“Papa Grey, are you all right?” the voice beyond the door asked.

Ptolemy remembered that he was trying to recall something about Reggie that the young man through the door should know. He was, Reggie was, Ptolemy’s son, or his grandson, or something like that. He was tall and dark, not handsome or slender, but people liked him and he was always nice unless he was drinking and then he got rough.

Don’t drink, boy, Ptolemy would tell him. Drinkin’ is the Devil’s homework for souls lost on the road after dark.

“What did I used to tell Reggie about liquor?” the old man asked.

“What?”

“What did I tell him about liquor?”

“Not to drink it?” the voice replied.

“But what did I say?” Ptolemy asked.

“That drinkin’ was bad?”

“But what did I say?”

“I don’t know exactly. That was a long time ago,” Hilly said.

“But what did I say? To him,” Ptolemy added to help the young man answer the question.

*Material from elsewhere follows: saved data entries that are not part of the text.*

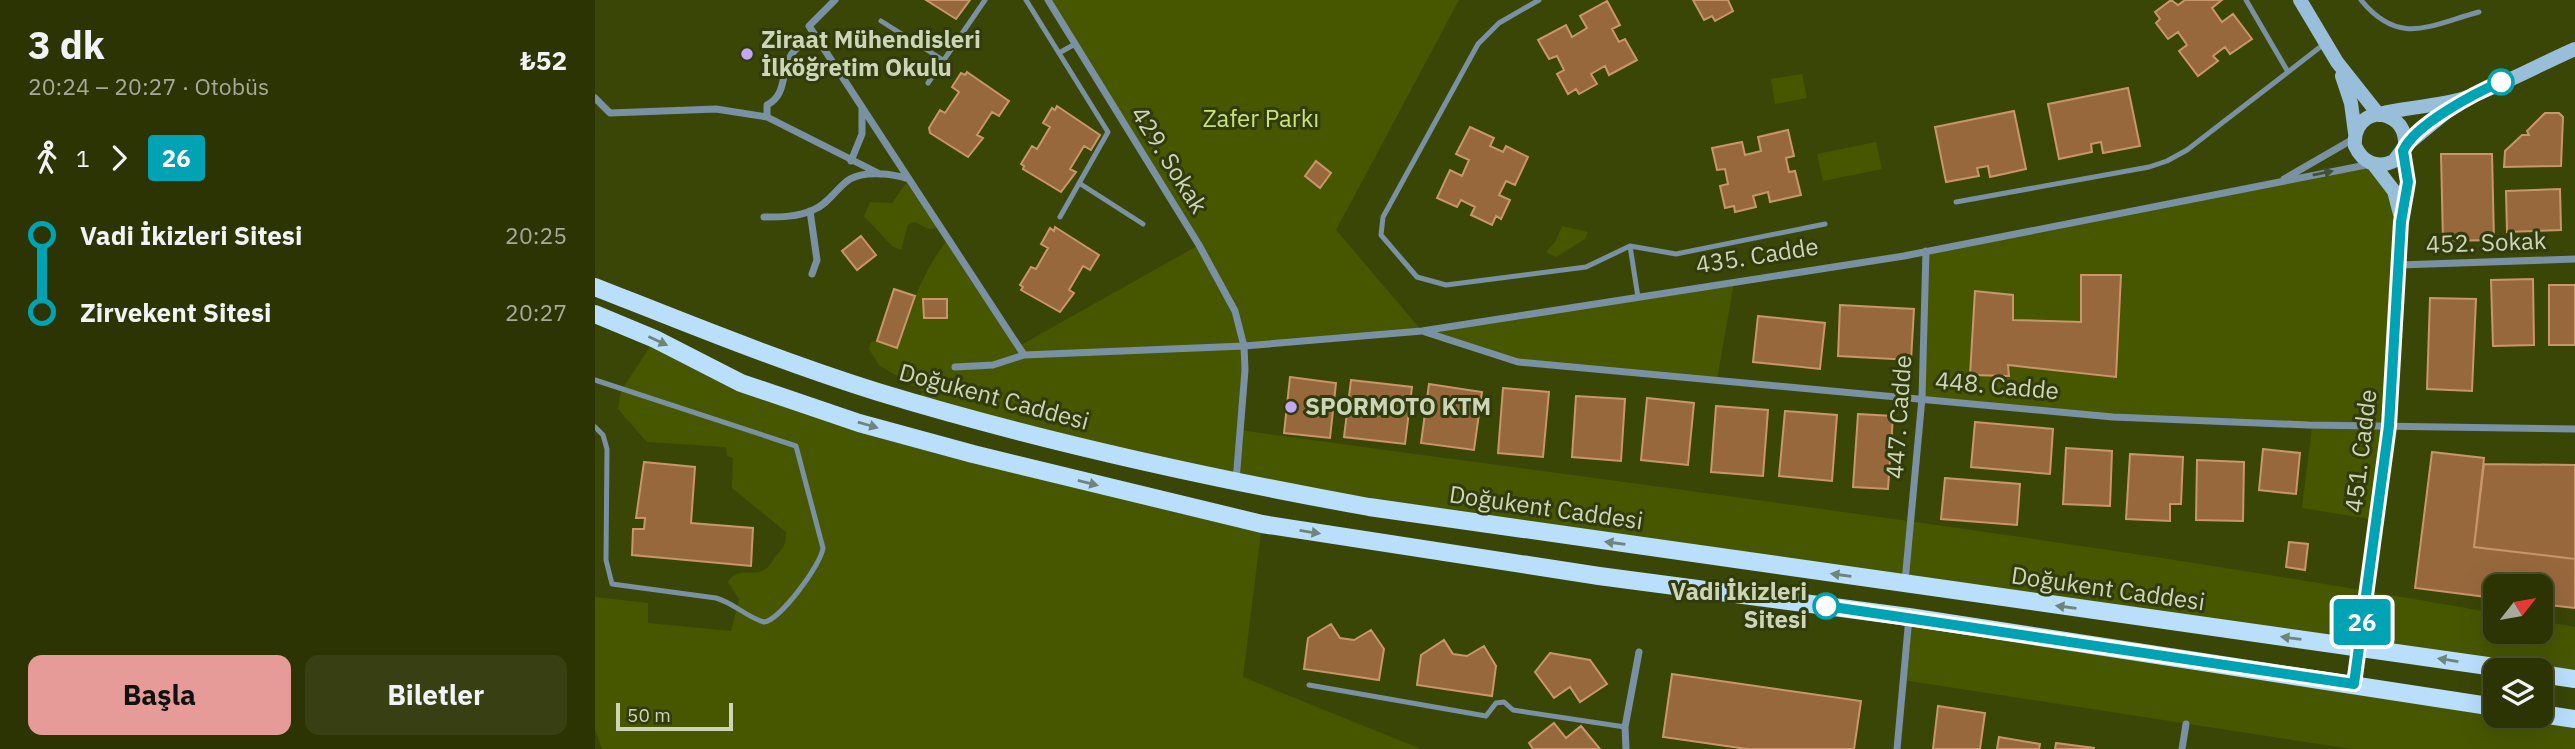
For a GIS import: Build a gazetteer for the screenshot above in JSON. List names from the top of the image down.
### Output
{
  "streets": {
    "main road": ["Doğukent Caddesi"],
    "street": [
      "429. Sokak",
      "452. Sokak",
      "435. Cadde",
      "448. Cadde",
      "447. Cadde",
      "451. Cadde"
    ]
  },
  "crossings": [
    ["429. Sokak", "435. Cadde"],
    ["429. Sokak", "Doğukent Caddesi"],
    ["452. Sokak", "451. Cadde"],
    ["435. Cadde", "448. Cadde"],
    ["435. Cadde", "447. Cadde"],
    ["448. Cadde", "447. Cadde"],
    ["448. Cadde", "451. Cadde"],
    ["Doğukent Caddesi", "447. Cadde"],
    ["Doğukent Caddesi", "451. Cadde"]
  ],
  "parks": ["Zafer Parkı"],
  "places": ["Ziraat Mühendisleri İlköğretim Okulu", "SPORMOTO KTM", "Vadi İkizleri Sitesi"],
  "lines": ["bus line 26"],
  "scale_bar": "50 m",
  "north": "top right",
  "page": {
    "heading": ["3 dk", "20:24 – 20:27 · Otobüs", "₺52"],
    "on_map": "26",
    "legs": ["1", "26"],
    "list": [
      {
        "name": "Vadi İkizleri Sitesi",
        "value": "20:25"
      },
      {
        "name": "Zirvekent Sitesi",
        "value": "20:27"
      }
    ],
    "buttons": ["Başla", "Biletler"],
    "scale": "50 m"
  }
}
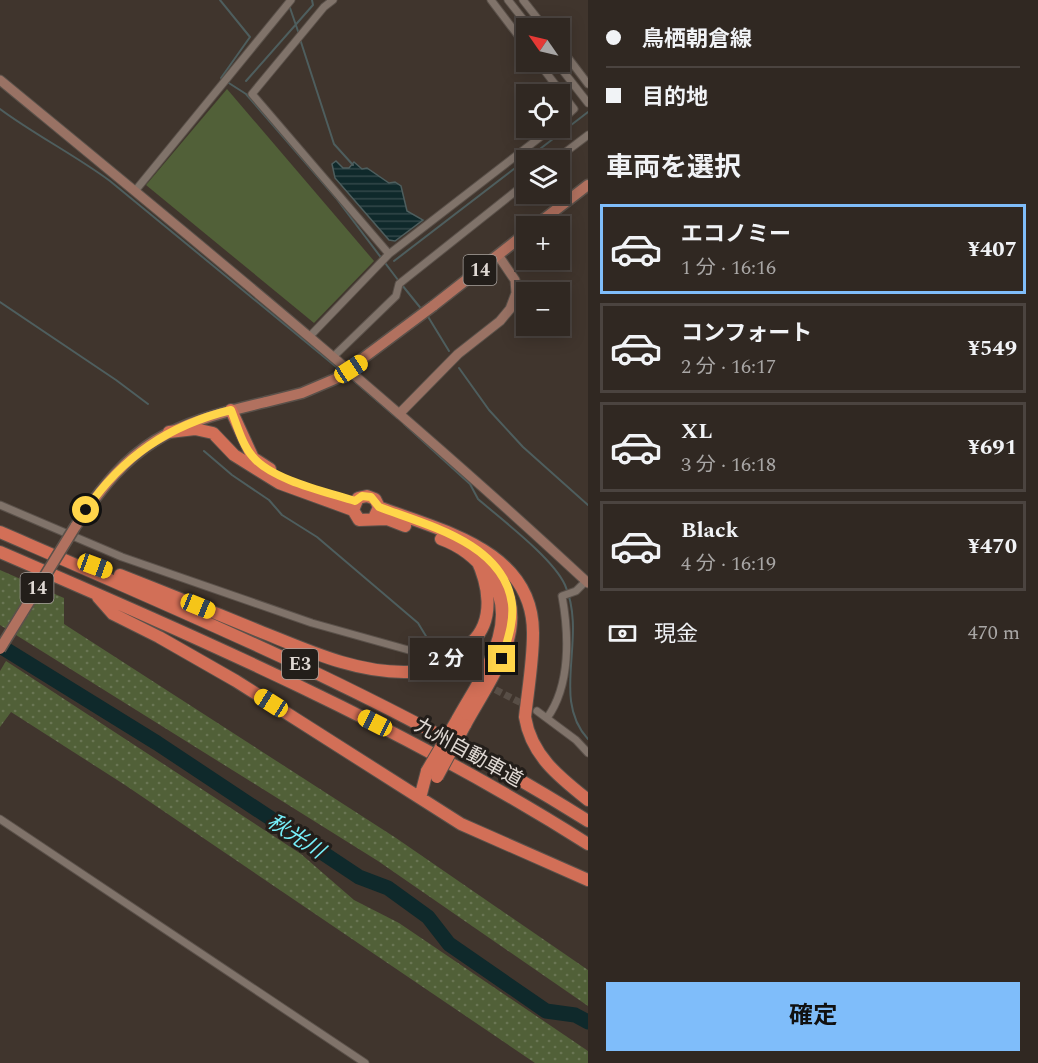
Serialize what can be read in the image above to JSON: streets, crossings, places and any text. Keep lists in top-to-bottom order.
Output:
{
  "streets": {
    "highway": ["E3", "九州自動車道"],
    "main road": ["14"]
  },
  "water": ["秋光川"],
  "north": "top left",
  "page": {
    "banner": ["鳥栖朝倉線", "目的地"],
    "map_buttons": ["+", "−"],
    "heading": "車両を選択",
    "list": [
      {
        "name": "エコノミー",
        "note": "1 分 · 16:16",
        "value": "¥407"
      },
      {
        "name": "コンフォート",
        "note": "2 分 · 16:17",
        "value": "¥549"
      },
      {
        "name": "XL",
        "note": "3 分 · 16:18",
        "value": "¥691"
      },
      {
        "name": "Black",
        "note": "4 分 · 16:19",
        "value": "¥470"
      }
    ],
    "pay": ["現金", "470 m"],
    "bubble": "2 分",
    "buttons": "確定"
  }
}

“Uncle Grey, if you don’t open up I can’t help you go shoppin’.”

Ptolemy slapped his hands together and backed away from the door. He laid his palms upon the stack of ancient, disintegrating cardboard boxes piled next to the entrance of his one-bedroom apartment. He brought his hand to his bald head and pressed down hard, feeling the arthritic pain in the first joint of three fingers. One, two, three. Then he reached for the doorknob, gripped it.

Just the feel of the cold green glass on his hand brought back that crazy woman into his mind. The woman who came into his house was named Melinda Hogarth, somebody said. She knocked Ptolemy down and made off with his coffee-can bank. She was fifty. “Too old to be a drug addict,” Ptolemy remembered saying.